L'un des 7 objets connectés développés par la sportech montpelliéraine Kinvent — Photo : Kinvent

Avec 17 000 clubs affiliés à une fédération sportive et 1,4 million de licenciés sur une population totale de 6 millions d’habitants, l’Occitanie se classe parmi les régions où la pratique sportive est la plus répandue. Mais elle évolue sensiblement, depuis quelques années, avec la progression de la pratique hors-club ou bien, comme les acteurs du sport l’observent partout ailleurs, l’utilisation de plus en plus fréquente d’objets connectés ou d’applications numériques conçues pour améliorer les performances sportives ou prévenir les blessures. L’Occitanie se positionne ici comme un vivier de la "sportech", en s’appuyant sur le savoir-faire des start-up évoluant dans le sport, mais aussi sur la valorisation de la recherche et de l’innovation universitaire en la matière. "La santé est une compétence dont le Conseil régional s’est saisi, avec une vice-présidence dédiée et un budget d’investissement conséquent (133 millions d’euros en 2022, NDLR). Au sein de la santé, nous retrouvons la e-santé, et au sein de la e-santé, nous retrouvons la sportech, qui est un des axes du groupe de travail récemment formé pour identifier et diffuser les innovations conçues sur le territoire. Le secteur sport santé représente 20 % des entreprises que nous accompagnons", évalue Jalil Benabdillah, vice-président de Région chargé de l’économie.

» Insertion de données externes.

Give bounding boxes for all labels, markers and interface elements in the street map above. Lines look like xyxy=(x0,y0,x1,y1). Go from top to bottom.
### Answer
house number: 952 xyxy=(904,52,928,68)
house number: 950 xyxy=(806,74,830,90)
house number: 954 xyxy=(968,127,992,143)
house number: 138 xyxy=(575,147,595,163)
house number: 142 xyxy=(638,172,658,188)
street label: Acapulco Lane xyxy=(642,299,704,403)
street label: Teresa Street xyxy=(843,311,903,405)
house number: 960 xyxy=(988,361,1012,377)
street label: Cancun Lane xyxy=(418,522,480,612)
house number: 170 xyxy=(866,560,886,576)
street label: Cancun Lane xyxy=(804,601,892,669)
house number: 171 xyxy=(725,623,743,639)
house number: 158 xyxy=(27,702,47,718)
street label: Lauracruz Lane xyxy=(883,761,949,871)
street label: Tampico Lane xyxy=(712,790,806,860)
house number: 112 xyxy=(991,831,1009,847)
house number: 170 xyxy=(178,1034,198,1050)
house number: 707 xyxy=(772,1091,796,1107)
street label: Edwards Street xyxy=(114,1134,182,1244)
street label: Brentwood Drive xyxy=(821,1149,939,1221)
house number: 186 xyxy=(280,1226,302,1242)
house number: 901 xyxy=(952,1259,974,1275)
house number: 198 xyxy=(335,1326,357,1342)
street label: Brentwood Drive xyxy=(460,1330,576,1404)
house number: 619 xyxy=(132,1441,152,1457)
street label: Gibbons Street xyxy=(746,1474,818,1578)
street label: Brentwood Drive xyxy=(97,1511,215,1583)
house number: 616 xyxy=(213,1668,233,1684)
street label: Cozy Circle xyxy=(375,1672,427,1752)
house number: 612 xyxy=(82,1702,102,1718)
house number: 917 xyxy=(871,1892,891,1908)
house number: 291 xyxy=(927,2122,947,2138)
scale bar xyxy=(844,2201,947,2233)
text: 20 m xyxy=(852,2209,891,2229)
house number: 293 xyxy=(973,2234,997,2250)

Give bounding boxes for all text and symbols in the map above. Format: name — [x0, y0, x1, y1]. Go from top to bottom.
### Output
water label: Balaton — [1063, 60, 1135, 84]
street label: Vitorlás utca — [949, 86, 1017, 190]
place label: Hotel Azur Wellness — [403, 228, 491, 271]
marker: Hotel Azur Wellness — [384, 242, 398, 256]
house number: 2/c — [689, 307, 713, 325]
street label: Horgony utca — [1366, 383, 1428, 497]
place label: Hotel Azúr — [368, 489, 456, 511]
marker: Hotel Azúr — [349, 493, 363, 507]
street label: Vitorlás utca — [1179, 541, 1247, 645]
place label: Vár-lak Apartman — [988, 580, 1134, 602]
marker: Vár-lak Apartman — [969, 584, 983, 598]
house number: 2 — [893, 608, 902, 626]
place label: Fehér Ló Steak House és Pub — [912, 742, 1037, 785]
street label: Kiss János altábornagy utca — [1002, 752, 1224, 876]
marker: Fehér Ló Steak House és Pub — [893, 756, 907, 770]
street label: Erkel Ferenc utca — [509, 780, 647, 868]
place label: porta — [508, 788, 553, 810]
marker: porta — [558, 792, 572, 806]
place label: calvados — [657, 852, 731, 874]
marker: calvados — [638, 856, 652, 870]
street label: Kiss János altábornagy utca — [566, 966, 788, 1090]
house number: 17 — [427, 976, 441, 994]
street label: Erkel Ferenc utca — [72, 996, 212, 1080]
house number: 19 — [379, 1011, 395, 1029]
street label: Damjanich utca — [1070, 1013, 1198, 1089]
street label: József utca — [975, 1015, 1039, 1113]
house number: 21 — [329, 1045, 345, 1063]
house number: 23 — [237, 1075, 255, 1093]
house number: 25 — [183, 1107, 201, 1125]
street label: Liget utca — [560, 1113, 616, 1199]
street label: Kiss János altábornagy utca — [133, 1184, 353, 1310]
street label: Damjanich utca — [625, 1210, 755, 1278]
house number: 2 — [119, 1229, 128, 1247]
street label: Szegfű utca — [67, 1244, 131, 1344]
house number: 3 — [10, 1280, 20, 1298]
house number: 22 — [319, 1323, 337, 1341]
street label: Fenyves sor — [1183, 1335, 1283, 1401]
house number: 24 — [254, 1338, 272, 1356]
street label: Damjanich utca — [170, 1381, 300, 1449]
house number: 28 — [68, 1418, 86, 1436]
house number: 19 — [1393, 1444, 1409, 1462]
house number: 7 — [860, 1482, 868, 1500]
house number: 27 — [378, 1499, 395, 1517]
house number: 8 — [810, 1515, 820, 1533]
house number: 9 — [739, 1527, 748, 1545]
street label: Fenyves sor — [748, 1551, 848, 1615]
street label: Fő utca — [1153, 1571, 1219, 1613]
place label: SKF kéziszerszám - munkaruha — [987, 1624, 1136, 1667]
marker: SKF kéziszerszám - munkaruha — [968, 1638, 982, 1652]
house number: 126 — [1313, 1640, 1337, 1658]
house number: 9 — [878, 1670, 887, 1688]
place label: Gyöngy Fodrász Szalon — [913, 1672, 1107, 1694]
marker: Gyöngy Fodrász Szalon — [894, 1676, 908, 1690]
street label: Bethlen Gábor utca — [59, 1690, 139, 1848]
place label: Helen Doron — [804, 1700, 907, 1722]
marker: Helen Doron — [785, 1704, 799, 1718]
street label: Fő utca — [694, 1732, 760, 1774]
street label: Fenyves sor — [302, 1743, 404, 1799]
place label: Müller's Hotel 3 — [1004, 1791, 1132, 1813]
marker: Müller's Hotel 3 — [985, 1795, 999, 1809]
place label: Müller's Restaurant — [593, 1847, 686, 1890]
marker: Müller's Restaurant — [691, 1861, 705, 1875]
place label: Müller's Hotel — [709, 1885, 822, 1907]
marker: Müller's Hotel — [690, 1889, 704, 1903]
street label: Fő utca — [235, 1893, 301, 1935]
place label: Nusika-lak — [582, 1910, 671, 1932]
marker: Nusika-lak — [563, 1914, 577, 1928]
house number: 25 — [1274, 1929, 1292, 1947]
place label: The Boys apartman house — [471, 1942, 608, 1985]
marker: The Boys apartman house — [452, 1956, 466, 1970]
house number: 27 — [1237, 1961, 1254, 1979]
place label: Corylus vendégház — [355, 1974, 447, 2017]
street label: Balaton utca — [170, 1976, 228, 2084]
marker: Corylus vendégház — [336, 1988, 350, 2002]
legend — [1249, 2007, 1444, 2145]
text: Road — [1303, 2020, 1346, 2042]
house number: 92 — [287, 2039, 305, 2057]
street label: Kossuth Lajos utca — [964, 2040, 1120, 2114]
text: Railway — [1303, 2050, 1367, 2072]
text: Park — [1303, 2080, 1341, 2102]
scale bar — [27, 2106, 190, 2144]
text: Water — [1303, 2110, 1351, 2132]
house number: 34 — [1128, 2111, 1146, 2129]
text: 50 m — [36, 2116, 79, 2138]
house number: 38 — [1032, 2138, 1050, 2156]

La recherche d’un cautionnement médical

De fait, en dehors de l’accélérateur Le Tremplin à Paris, l’Occitanie dispose d’un dispositif d’accompagnement de la sportech unique en France. L’agence économique régionale Ad’Occ intègre Ad’Occ Sport, un pôle de compétence de 3 permanents : après une première session en 2021, son programme d’incubation et d’accélération vient d’embarquer une deuxième promotion de 15 pépites. Et l’événement phare du Sportup Summit (lire par ailleurs) prépare une nouvelle édition prévue en octobre 2022. Pour Benjamin Carlier, créateur du Tremplin, désormais installé à Montpellier à la tête du cabinet Olbia Conseil, la force de l’écosystème régional est évidente. "En Occitanie, le lien avec le sport santé peut attirer des porteurs de projets car il y a une agence économique, des dispositifs d’aide, un grand nombre d’acteurs, etc. C’est un environnement favorable, porteur d’opportunités. Mais le sport est très codifié, et la position des clubs est de travailler avec des produits homologués. Dès lors, pour une sportech, la question se posera assez vite d’aller chercher un cautionnement médical", analyse-t-il.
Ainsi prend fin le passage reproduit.